A district judge has banned the teaching of intelligent design at schools overseen by the Dover Area School Board in Harrisburg, Pennsylvania, ruling it advances "a particular version of Christianity" and is unconstitutional because it violates the notion of the separation of church and state.

Judge John Jones ruled intelligent design was "nothing less than the progeny of creationism," the belief that the world was created by God as outlined in the Book of Genesis.

In a 139-page ruling, Jones also lambasted the Dover school board for its "breathtaking inanity" in using intelligent design as a pretext for its real purpose, which was to promote religion in the public school classroom.
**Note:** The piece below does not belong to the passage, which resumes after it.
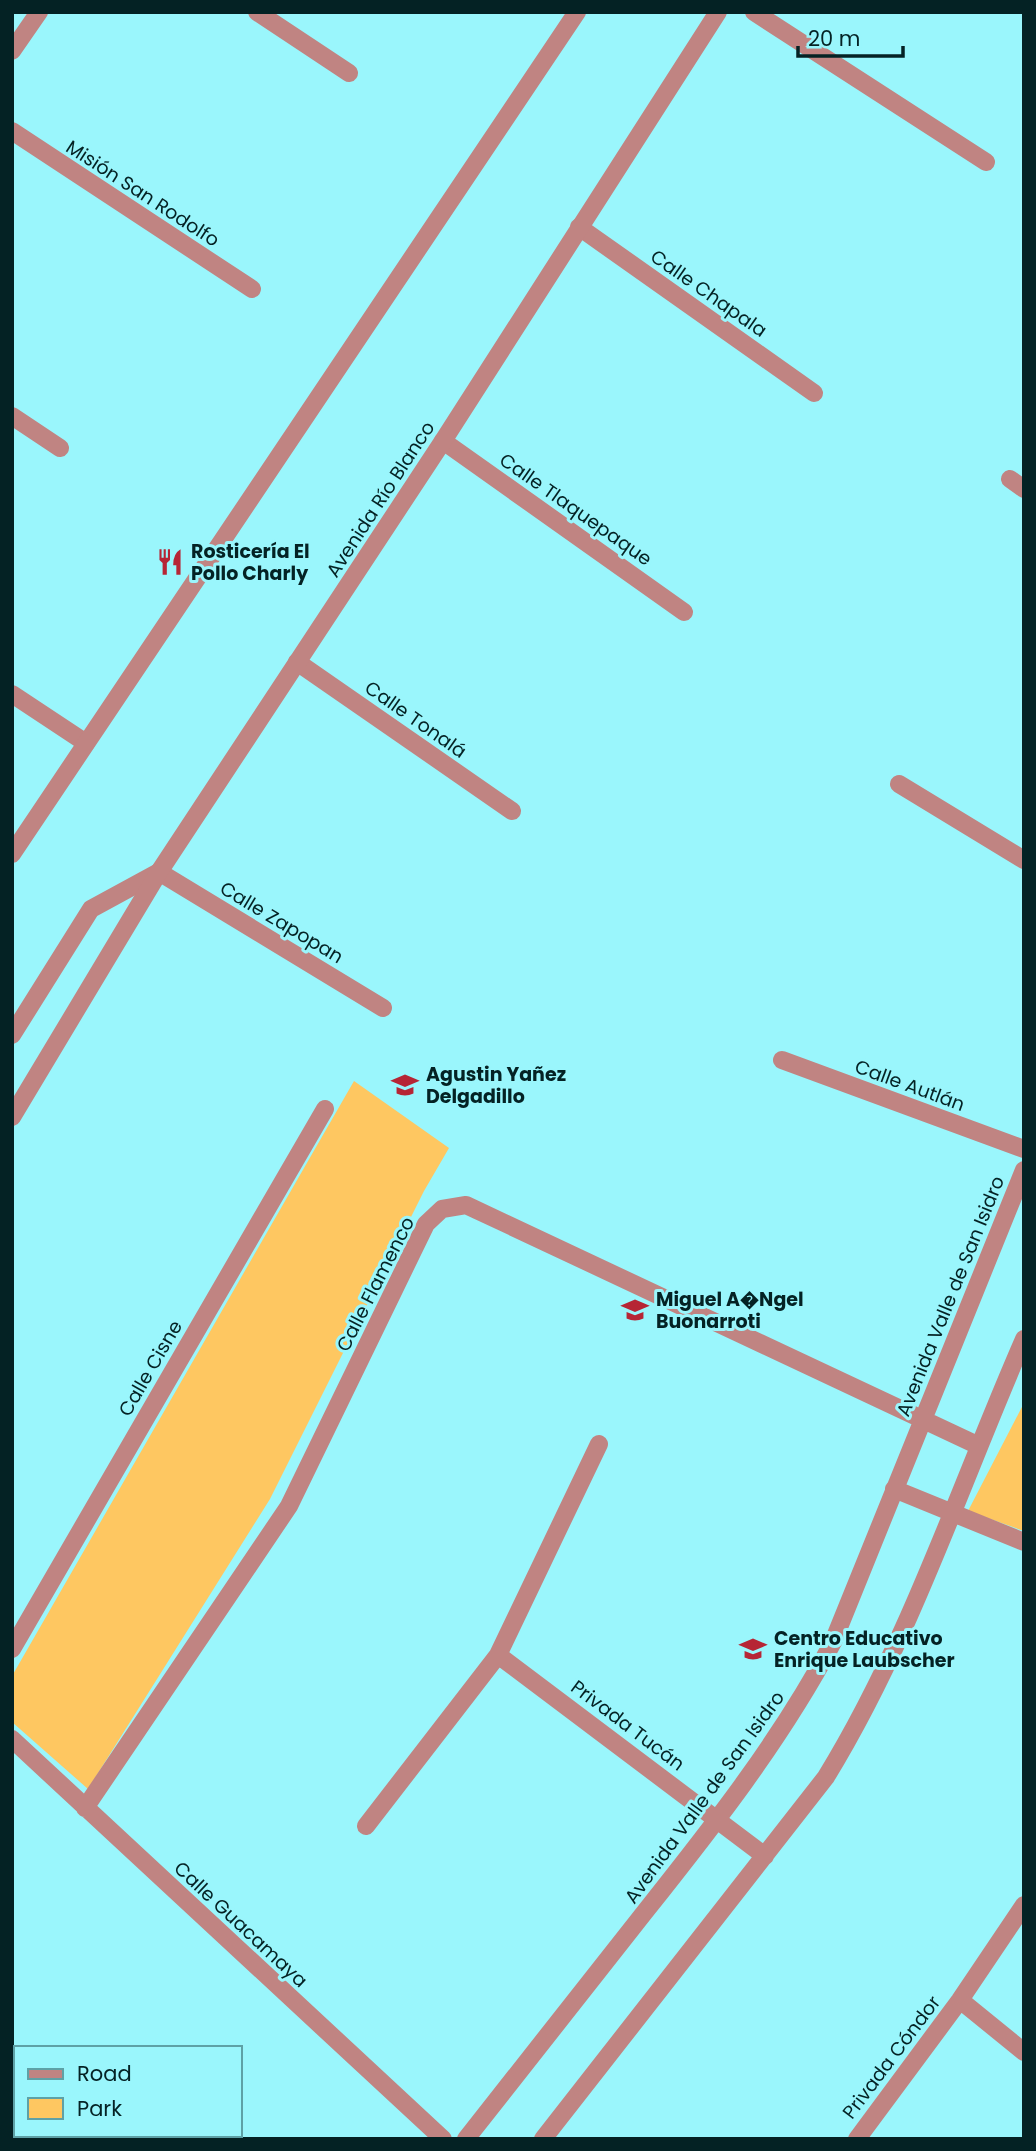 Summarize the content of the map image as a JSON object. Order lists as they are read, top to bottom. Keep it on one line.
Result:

Transcripts from the case can be viewed here.

Intelligent design holds that certain features of the universe and living things are best explained by an intelligent cause rather than an undirected process such as natural selection.

Intelligent design is popular among the US religious right and endorsed by President George W Bush who last summer said US children should be taught both intelligent design and evolution "so people can understand what the debate is about."

As such, schools are on the front line. In Kansas, state education officials last month adopted new classroom science standards that cast doubt on evolution and redefine science to allow for non-natural explanations, such as a creator.

A federal appeals court in Georgia, meanwhile, has heard arguments over whether an Atlanta school district had the right to put stickers on biology textbooks that describe evolution as a theory, not fact. A federal judge in January had ordered the stickers to be removed.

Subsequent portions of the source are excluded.